Yes, I have protection filters for my lenses (most are B+W 010 MRC)... They are not left on lenses and are stored in my camrea bag until actually needed, such as out shooting in a sand storm.
It's an old fallacy that "pros" used UV filters to protect their lenses. In fact, back in the days of film we used them a lot because many types of film were overly sensitive to UV light and would get a color cast without the filter. Filter manufactuers and sales people in camera stores have been happy to keep the myth of a "protection" filter alive, knowing that people were easily sold on buying them for their gear....

I'd suggest get a lens hood instead, but the front element of the 50/1.8 is pretty well recessed so one is hardly needed. Plus, unlike any other Canon lens I can think of, the 50/1.8 doesn't have a bayonet mount for a hood built in, so to use one you also have to buy an adapter to be able to use the OEM design hood. So, just get the lens and use the provided lens cap to protect it when you aren't shooting.
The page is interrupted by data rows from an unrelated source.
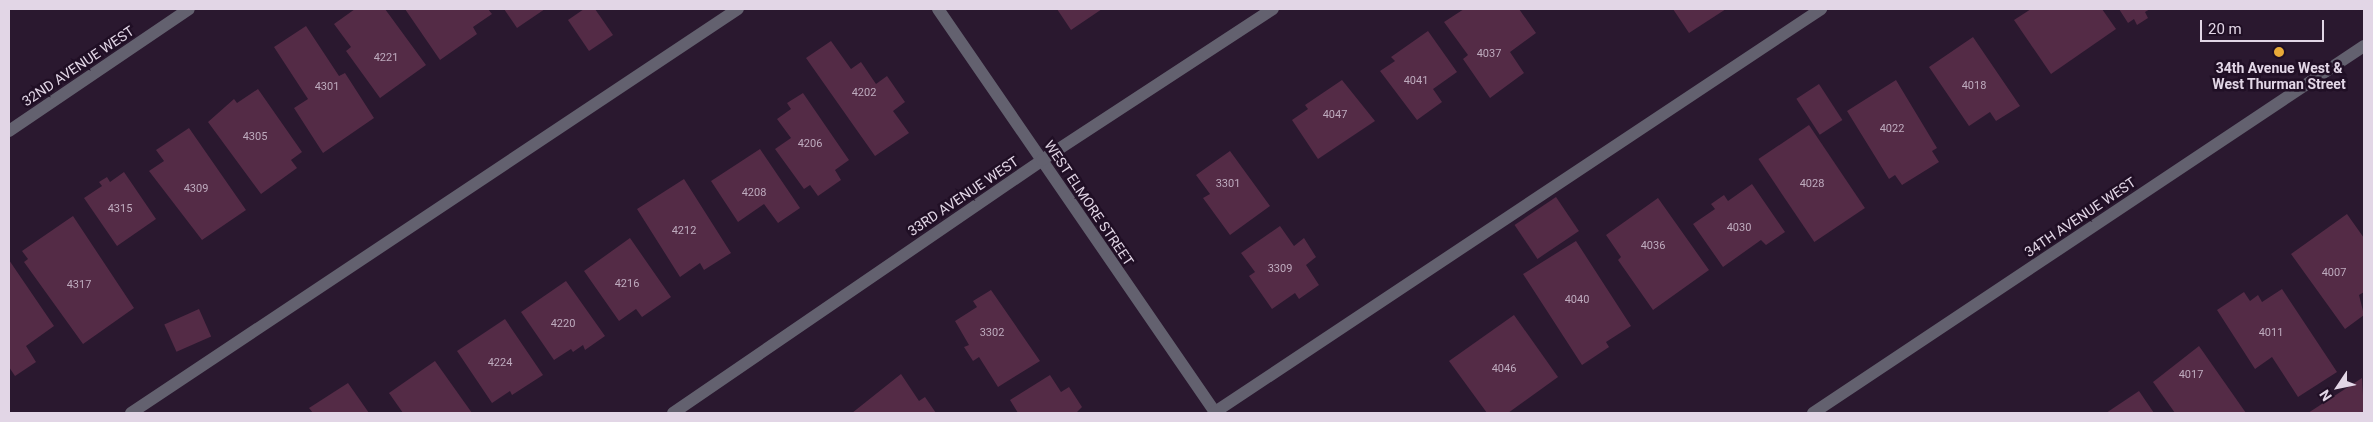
<!DOCTYPE html>
<style>
body{margin:0}
#map{position:relative;width:2373px;height:422px;overflow:hidden;background:#2a182f;font-family:Roboto,sans-serif}
div>[style]{position:absolute}
[style*='--x']{left:calc(var(--x)*1px);top:calc(var(--y)*1px);width:calc(var(--w)*1px);rotate:calc(var(--a)*1deg)}
.building>*{inset:0;background:#542b46;transform-origin:0 0}
.minor>*{height:12px;margin:-6px;padding:0 6px;transform-origin:6px;border-radius:6px;background:#63616f}
.dots>*{width:14px;height:14px;translate:-50% -50%;box-sizing:border-box;border:2px solid #200f25;border-radius:50%}
span{translate:-50% -50%;white-space:nowrap;text-align:center;line-height:1.15;-webkit-text-stroke:5px #200f25;paint-order:stroke}
.number-label{font-size:11px;color:#beabbe}
.number-label span{-webkit-text-stroke-width:0}
.street-label{font-size:14px;color:#e2d6e6}
.poi-label{font-size:14px;color:#e2d6e6;font-weight:700}
.frame{position:absolute;inset:0;border:10px solid #e2d6e6;pointer-events:none}
.north{position:absolute;left:2313px;top:362px;width:50px;height:50px;-webkit-text-stroke:4px #200f25;paint-order:stroke;rotate:236deg;font-size:14px;font-weight:700;line-height:20px;text-align:center;color:#e2d6e6}
.north::after{content:'';display:block;margin:auto;width:18px;height:22px;background:#e2d6e6;clip-path:polygon(50% 0,100% 100%,50% 72%,0 100%)}
.scale{position:absolute;left:2200px;top:20px;width:124px;height:22px;box-sizing:border-box;border:2px solid #e2d6e6;border-top:0;padding-left:6px;font-size:15px;line-height:18px;white-space:nowrap;color:#e2d6e6;-webkit-text-stroke:4px #200f25;paint-order:stroke}
</style>
<div id="map">
<div class="building">
<i style="clip-path:polygon(355px 9px,385px 9px,426px 65px,380px 98px,346px 51px,351px 47px,334px 24px)"></i>
<i style="clip-path:polygon(405px 9px,488px 9px,492px 14px,473px 27px,477px 34px,440px 60px)"></i>
<i style="clip-path:polygon(504px 9px,545px 9px,517px 28px)"></i>
<i style="clip-path:polygon(584px 9px,595px 9px,613px 35px,589px 51px,568px 20px)"></i>
<i style="clip-path:polygon(1057px 9px,1102px 9px,1071px 30px)"></i>
<i style="clip-path:polygon(1464px 9px,1519px 9px,1536px 33px,1510px 52px,1524px 73px,1490px 98px,1463px 59px,1468px 55px,1444px 22px)"></i>
<i style="clip-path:polygon(1673px 9px,1726px 9px,1689px 33px)"></i>
<i style="clip-path:polygon(2031px 9px,2102px 9px,2116px 29px,2051px 74px,2014px 20px)"></i>
<i style="clip-path:polygon(2119px 9px,2150px 9px,2145px 12px,2148px 18px,2137px 25px,2134px 19px,2128px 23px)"></i>
<i style="clip-path:polygon(306px 26px,339px 76px,345px 73px,374px 118px,323px 153px,294px 108px,308px 99px,274px 47px)"></i>
<i style="clip-path:polygon(1428px 31px,1457px 72px,1433px 89px,1442px 102px,1417px 120px,1380px 71px,1395px 61px,1391px 57px)"></i>
<i style="clip-path:polygon(1973px 37px,2020px 106px,1996px 121px,1990px 112px,1969px 126px,1929px 67px)"></i>
<i style="clip-path:polygon(831px 41px,851px 69px,861px 62px,876px 84px,887px 76px,905px 102px,893px 111px,909px 133px,875px 156px,806px 58px)"></i>
<i style="clip-path:polygon(1342px 80px,1375px 121px,1318px 159px,1292px 120px,1308px 109px,1305px 105px)"></i>
<i style="clip-path:polygon(1896px 80px,1937px 148px,1932px 151px,1939px 162px,1902px 185px,1895px 175px,1889px 179px,1847px 111px)"></i>
<i style="left:1819px;top:84px;width:43px;height:27px;rotate:57deg"></i>
<i style="clip-path:polygon(258px 89px,302px 152px,291px 160px,297px 168px,261px 194px,208px 122px,234px 99px,237px 103px)"></i>
<i style="clip-path:polygon(803px 93px,849px 160px,835px 170px,841px 180px,818px 196px,810px 185px,804px 189px,775px 149px,791px 138px,777px 119px,791px 109px,787px 103px)"></i>
<i style="left:1809px;top:125px;width:100px;height:61px;rotate:56deg"></i>
<i style="clip-path:polygon(189px 128px,246px 210px,202px 240px,149px 171px,164px 161px,156px 150px)"></i>
<i style="clip-path:polygon(760px 149px,800px 208px,778px 223px,764px 204px,738px 222px,711px 181px)"></i>
<i style="clip-path:polygon(1230px 151px,1270px 206px,1230px 235px,1203px 198px,1210px 194px,1196px 175px)"></i>
<i style="clip-path:polygon(124px 172px,156px 219px,117px 246px,84px 198px,102px 186px,99px 182px,107px 177px,110px 182px)"></i>
<i style="clip-path:polygon(684px 179px,731px 253px,704px 270px,700px 263px,680px 277px,637px 209px)"></i>
<i style="clip-path:polygon(1752px 184px,1785px 232px,1766px 245px,1761px 240px,1723px 267px,1693px 224px,1715px 209px,1711px 204px,1724px 195px,1728px 201px)"></i>
<i style="left:1556px;top:197px;width:41px;height:50px;rotate:56deg"></i>
<i style="clip-path:polygon(1658px 198px,1709px 270px,1653px 310px,1618px 260px,1621px 257px,1606px 235px)"></i>
<i style="clip-path:polygon(2347px 214px,2364px 238px,2364px 292px,2359px 295px,2364px 315px,2345px 329px,2291px 254px)"></i>
<i style="clip-path:polygon(73px 216px,134px 308px,83px 344px,24px 262px,28px 259px,22px 251px)"></i>
<i style="clip-path:polygon(1280px 226px,1294px 246px,1304px 238px,1316px 257px,1306px 265px,1319px 285px,1299px 299px,1295px 293px,1272px 309px,1249px 276px,1255px 272px,1241px 253px)"></i>
<i style="clip-path:polygon(630px 238px,671px 297px,642px 317px,636px 309px,619px 321px,584px 271px)"></i>
<i style="clip-path:polygon(1576px 241px,1631px 326px,1606px 342px,1609px 347px,1582px 365px,1523px 274px)"></i>
<i style="clip-path:polygon(9px 260px,54px 326px,26px 346px,36px 362px,15px 376px,9px 367px)"></i>
<i style="clip-path:polygon(566px 281px,605px 336px,585px 350px,583px 345px,573px 352px,571px 349px,554px 360px,521px 312px)"></i>
<i style="clip-path:polygon(2282px 289px,2337px 372px,2298px 397px,2272px 357px,2255px 369px,2217px 310px,2244px 292px,2250px 301px,2258px 295px,2262px 302px)"></i>
<i style="clip-path:polygon(991px 290px,1040px 361px,998px 387px,979px 357px,973px 361px,964px 347px,969px 345px,955px 321px,977px 307px,973px 301px)"></i>
<i style="left:199px;top:309px;width:30px;height:38px;rotate:66deg"></i>
<i style="clip-path:polygon(1514px 315px,1558px 377px,1508px 413px,1487px 413px,1449px 361px)"></i>
<i style="clip-path:polygon(505px 319px,543px 375px,512px 395px,510px 391px,492px 403px,457px 351px)"></i>
<i style="clip-path:polygon(2199px 346px,2246px 413px,2175px 413px,2153px 382px)"></i>
<i style="clip-path:polygon(435px 361px,472px 413px,403px 413px,389px 393px)"></i>
<i style="clip-path:polygon(901px 374px,919px 401px,925px 397px,936px 413px,852px 413px)"></i>
<i style="clip-path:polygon(1050px 375px,1061px 392px,1069px 387px,1082px 407px,1076px 413px,1018px 413px,1010px 400px)"></i>
<i style="clip-path:polygon(2362px 378px,2364px 413px,2308px 413px)"></i>
<i style="clip-path:polygon(348px 383px,369px 413px,313px 413px,309px 408px)"></i>
<i style="clip-path:polygon(2139px 391px,2154px 413px,2106px 413px)"></i>
</div>
<div class="minor">
<i style="--x:938;--y:9;--w:490;--a:55.5"></i>
<i style="--x:9;--y:131;--w:217;--a:-34.1"></i>
<i style="--x:1215;--y:412;--w:728;--a:-33.62"></i>
<i style="--x:131;--y:413;--w:729;--a:-33.65"></i>
<i style="--x:673;--y:413;--w:447;--a:-34.4"></i>
<i style="--x:1042;--y:160;--w:276;--a:-33.2"></i>
<i style="--x:1813;--y:413;--w:662;--a:-33.67"></i>
</div>
<div class="dots">
<i style="left:2279px;top:52px;background:#e9aa38"></i>
</div>
<div class="number-label">
<span style="left:1489px;top:54px">4037</span>
<span style="left:386px;top:58px">4221</span>
<span style="left:1416px;top:81px">4041</span>
<span style="left:1974px;top:86px">4018</span>
<span style="left:327px;top:87px">4301</span>
<span style="left:864px;top:93px">4202</span>
<span style="left:1335px;top:115px">4047</span>
<span style="left:1892px;top:129px">4022</span>
<span style="left:255px;top:137px">4305</span>
<span style="left:810px;top:144px">4206</span>
<span style="left:1228px;top:184px">3301</span>
<span style="left:1812px;top:184px">4028</span>
<span style="left:196px;top:189px">4309</span>
<span style="left:754px;top:193px">4208</span>
<span style="left:120px;top:209px">4315</span>
<span style="left:1739px;top:228px">4030</span>
<span style="left:684px;top:231px">4212</span>
<span style="left:1653px;top:246px">4036</span>
<span style="left:1280px;top:269px">3309</span>
<span style="left:2334px;top:273px">4007</span>
<span style="left:627px;top:284px">4216</span>
<span style="left:79px;top:285px">4317</span>
<span style="left:1577px;top:300px">4040</span>
<span style="left:563px;top:324px">4220</span>
<span style="left:992px;top:333px">3302</span>
<span style="left:2271px;top:333px">4011</span>
<span style="left:500px;top:363px">4224</span>
<span style="left:1504px;top:369px">4046</span>
<span style="left:2191px;top:375px">4017</span>
</div>
<div class="street-label">
<span style="left:78px;top:66px;rotate:-34deg">32ND AVENUE WEST</span>
<span style="left:963px;top:196px;rotate:-34deg">33RD AVENUE WEST</span>
<span style="left:1089px;top:203px;rotate:56deg">WEST ELMORE STREET</span>
<span style="left:2080px;top:217px;rotate:-34deg">34TH AVENUE WEST</span>
</div>
<div class="poi-label">
<span style="left:2279px;top:76px">34th Avenue West &amp;<br>West Thurman Street</span>
</div>
<div class="frame"></div>
<div class="north">N</div>
<div class="scale">20 m</div>
</div>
The 50/1.8 is the most inexpensive lens Canon makes. It's capable of making pretty nice images - certainly better shots than its price might imply - and is a good focal length for portraiture (on a crop camera like yours), among other things. As mentioned, it's cheap, lightly made and known to have slower, less accurate, more erratic and noisier auto focus. It doesn't have a focus scale or even a very usable manual focus ring. That's probably good because it's not USM, so also not FTM... you must turn off AF at the switch before manually focusing it, if you don't and override AF manully you will break the AF system. The lens is probably fine for occasional use, with some harder use has been known to simply break in half.
Still, for the money, it's hard to beat. The better made EF 50/1.4 with subtly better image quality and substantially better AF performance costs about 3X as much and really should be used with the lens hood, which is a bit of additonal cost.